Between 1993 and 1996 the number of kids housed in adult jails more than doubled. Dozens of children were sentenced to death and later executed. Nearly 3,000 children were sentenced to life without parole and thousands more were given virtual life sentences. Every year, at least 76,000 children are prosecuted in the adult criminal justice system. Nearly 60 percent of these children are black. In some states, like Louisiana, more than 80 percent of people currently incarcerated for crimes committed as children are black. Most of these children have experienced high rates of Adverse Childhood Experiences (ACEs) and early childhood trauma, which includes everything from witnessing violence in their homes and in their communities to being physically and sexually abused. Our treatment of children in the criminal justice system is, simply put, the largest government-sanctioned human rights violation against children in the world today.

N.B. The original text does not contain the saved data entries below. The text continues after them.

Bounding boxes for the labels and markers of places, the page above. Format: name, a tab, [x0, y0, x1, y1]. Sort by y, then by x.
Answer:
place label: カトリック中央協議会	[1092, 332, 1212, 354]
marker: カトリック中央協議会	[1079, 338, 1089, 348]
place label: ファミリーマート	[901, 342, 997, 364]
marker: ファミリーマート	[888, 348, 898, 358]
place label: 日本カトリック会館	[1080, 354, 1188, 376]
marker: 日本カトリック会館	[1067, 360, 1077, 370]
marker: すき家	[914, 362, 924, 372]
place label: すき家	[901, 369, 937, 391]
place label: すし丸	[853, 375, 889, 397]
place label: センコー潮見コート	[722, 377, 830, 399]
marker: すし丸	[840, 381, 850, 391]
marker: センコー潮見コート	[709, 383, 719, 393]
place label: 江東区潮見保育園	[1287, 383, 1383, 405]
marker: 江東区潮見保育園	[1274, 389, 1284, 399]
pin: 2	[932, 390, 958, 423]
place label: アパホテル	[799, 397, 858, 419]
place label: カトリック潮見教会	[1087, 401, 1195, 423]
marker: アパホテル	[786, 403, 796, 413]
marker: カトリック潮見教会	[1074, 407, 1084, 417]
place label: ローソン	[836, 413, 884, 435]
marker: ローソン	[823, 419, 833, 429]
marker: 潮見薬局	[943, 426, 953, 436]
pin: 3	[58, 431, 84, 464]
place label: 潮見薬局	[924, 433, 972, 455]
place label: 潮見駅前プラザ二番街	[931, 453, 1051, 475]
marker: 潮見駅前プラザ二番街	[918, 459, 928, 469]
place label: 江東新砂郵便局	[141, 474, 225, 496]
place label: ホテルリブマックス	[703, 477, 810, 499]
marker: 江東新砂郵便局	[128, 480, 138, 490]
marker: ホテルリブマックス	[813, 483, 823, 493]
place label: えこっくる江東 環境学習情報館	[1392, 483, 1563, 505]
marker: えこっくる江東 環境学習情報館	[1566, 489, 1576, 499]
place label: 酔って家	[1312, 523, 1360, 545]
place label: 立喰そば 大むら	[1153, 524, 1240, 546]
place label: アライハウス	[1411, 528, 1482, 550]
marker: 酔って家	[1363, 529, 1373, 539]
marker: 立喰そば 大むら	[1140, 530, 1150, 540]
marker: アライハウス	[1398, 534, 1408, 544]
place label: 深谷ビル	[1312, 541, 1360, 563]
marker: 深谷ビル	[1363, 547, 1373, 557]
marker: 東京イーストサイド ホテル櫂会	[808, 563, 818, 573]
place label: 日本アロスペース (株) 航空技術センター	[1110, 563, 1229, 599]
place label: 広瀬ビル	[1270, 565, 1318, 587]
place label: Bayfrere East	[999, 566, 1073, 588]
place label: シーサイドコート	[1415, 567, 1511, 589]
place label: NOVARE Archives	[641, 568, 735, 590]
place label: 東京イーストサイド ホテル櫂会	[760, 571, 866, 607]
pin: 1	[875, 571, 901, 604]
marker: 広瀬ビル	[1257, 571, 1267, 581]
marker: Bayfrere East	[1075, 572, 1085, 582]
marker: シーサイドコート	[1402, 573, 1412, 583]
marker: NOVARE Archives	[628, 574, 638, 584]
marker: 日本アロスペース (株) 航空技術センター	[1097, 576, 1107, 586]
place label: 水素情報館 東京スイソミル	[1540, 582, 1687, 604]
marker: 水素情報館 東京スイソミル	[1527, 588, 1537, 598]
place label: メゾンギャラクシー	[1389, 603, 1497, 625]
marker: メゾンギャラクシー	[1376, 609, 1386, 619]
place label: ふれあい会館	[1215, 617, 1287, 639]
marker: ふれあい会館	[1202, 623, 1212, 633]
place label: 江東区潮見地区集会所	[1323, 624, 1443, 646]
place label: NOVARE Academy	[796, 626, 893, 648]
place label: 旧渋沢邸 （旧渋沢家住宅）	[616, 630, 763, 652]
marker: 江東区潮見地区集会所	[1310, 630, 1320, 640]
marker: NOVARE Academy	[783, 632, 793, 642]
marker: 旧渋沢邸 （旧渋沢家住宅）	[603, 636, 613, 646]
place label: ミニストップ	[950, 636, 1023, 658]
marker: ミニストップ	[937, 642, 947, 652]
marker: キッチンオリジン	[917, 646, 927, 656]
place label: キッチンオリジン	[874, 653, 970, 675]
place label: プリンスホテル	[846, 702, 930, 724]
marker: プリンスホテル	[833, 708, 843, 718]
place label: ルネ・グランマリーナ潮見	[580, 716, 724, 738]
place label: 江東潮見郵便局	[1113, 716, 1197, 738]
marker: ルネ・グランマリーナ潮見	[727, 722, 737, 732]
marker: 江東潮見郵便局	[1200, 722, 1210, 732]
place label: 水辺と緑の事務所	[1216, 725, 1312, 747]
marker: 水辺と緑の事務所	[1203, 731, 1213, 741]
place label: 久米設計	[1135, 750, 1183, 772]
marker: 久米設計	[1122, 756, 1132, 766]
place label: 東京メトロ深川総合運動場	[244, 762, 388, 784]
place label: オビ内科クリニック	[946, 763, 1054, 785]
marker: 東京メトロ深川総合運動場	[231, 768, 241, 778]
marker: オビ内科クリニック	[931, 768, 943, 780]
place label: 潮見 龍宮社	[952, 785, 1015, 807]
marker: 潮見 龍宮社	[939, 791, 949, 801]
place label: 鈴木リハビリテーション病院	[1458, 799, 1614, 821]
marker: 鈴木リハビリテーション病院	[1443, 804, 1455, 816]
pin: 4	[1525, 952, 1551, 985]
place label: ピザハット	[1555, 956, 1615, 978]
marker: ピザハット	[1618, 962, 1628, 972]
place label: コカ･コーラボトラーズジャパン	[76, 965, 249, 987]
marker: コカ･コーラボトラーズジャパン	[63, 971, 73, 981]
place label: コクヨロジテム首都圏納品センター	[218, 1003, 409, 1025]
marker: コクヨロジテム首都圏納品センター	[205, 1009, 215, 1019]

How is this possible you might ask? After all, international human rights law would seem to categorically prohibit such abuses from happening against children. Indeed, they do. However, the United States is the only nation in the world that has not ratified the United Nations Convention on the Rights of the Child (CRC) which prohibits sentencing children to death or life without parole, and bars the use of cruel and degrading punishment, such as solitary confinement, from being used on children. Protections also prohibit children from being detained or incarcerated in adult jails or prisons and requires children to be sentenced by different standards than those used for adults. Yet, children are given lengthy mandatory minimum sentences all the time and are sent to adult prisons where they are often placed in solitary confinement for their protection. The International Covenant on Civil and Political Rights (ICCPR) — which the United States is a party to — also prohibits children from being treated in the same manner as adults. Nevertheless, the United States made reservations to this treaty to allow children to be treated as adults in “exceptional circumstances.” The U.N. Human Rights Committee, however, concluded that we do not limit our treatment of children as adults to exceptional circumstances. As a result, the Inter-American Commission on Human Rights made the observation in 2018 that the United States is violating “children’s human rights on federal, state, and local levels.”

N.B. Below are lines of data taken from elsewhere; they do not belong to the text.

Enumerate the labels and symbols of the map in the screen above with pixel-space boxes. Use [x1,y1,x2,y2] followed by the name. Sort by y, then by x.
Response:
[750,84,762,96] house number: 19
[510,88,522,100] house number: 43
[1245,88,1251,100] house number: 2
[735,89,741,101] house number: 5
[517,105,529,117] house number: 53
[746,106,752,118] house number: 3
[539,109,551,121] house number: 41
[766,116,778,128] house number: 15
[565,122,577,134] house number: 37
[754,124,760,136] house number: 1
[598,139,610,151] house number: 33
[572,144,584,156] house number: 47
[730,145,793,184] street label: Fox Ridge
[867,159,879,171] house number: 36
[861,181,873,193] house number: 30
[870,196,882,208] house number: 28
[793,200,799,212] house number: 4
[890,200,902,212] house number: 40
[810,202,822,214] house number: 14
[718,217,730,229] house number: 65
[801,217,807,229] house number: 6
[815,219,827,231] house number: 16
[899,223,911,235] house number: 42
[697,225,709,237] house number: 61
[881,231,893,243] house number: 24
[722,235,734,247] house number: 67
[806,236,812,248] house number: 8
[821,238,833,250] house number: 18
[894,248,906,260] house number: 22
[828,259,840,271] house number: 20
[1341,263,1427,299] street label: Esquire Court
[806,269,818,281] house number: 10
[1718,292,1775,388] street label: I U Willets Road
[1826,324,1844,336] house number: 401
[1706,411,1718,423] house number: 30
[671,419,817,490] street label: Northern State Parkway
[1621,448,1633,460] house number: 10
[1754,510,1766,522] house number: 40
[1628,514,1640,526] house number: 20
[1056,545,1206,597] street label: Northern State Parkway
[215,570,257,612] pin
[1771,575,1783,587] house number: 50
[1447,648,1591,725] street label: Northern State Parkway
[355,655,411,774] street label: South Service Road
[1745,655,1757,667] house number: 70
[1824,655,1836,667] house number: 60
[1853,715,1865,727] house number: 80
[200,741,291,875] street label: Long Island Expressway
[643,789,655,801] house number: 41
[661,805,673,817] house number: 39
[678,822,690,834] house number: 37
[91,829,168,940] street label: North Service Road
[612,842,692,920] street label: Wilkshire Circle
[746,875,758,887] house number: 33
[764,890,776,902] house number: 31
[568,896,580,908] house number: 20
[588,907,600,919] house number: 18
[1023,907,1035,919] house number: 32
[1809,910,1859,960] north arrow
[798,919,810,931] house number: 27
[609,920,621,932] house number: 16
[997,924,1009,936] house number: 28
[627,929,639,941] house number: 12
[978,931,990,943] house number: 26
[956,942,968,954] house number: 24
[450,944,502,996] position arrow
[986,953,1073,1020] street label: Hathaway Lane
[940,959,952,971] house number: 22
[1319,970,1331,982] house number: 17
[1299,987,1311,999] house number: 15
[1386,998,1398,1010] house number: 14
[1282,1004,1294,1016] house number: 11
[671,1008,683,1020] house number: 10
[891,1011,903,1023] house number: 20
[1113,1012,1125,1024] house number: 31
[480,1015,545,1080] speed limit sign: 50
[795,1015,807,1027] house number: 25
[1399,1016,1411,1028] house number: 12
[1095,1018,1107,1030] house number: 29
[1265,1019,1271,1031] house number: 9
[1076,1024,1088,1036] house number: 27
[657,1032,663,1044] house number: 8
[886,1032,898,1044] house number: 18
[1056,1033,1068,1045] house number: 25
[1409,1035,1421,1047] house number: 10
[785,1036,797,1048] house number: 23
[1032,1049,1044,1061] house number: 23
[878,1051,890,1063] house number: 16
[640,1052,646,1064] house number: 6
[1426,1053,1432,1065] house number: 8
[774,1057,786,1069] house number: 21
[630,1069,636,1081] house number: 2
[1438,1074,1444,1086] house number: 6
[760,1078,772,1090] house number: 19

In October Human Rights for Kids released the first ever National State Ratings Report on Human Rights Protections for Children in the U.S. Justice System. The report rates every state on the presence or absence of 12 categories of law that are vital to establishing a basic legal framework to protect the human rights of system-involved youth. Each of the 12 categories are directly informed by human rights principles, specifically those found in the CRC and the ICCPR. This assessment was conducted to establish a national benchmark, to educate the public and public policymakers about how their states measured up to human rights standards, and to challenge all of us to do better by our children. The report recognized California, North Dakota, and Arkansas as the ‘Best Human Rights Protectors’ for children. While Alabama, Georgia, Maryland, Mississippi, Tennessee, and Wyoming earned the unenviable distinction as the ‘Worst Human Rights Offenders.’ The report concluded that both Republicans and Democrats were leading on these issues and they were also both failing. Most of the nation — 42 states — fell into the bottom two tiers where they made minimal to no efforts to protect the human rights of children in the justice system.
Nelson Mandela said, “there is no keener revelation of a nation’s soul then the way in which it treats its children.” We don’t have to be the only nation in the world that regularly violates the human rights of our children. Our laws should reflect our values and the belief that there is no such thing as a throw-away child. They still can. Republicans and Democrats in Congress, like Bruce Westerman (R-AR) and Tony Cardenas (D-CA), are championing reforms to protect the human rights of children in the justice system. If the next Administration is serious about criminal justice reform and serious about undoing the harm of the 1994 Crime Bill, it should prioritize reforming the way the criminal justice system treats children. That is truly where the fight for our nation’s soul lies.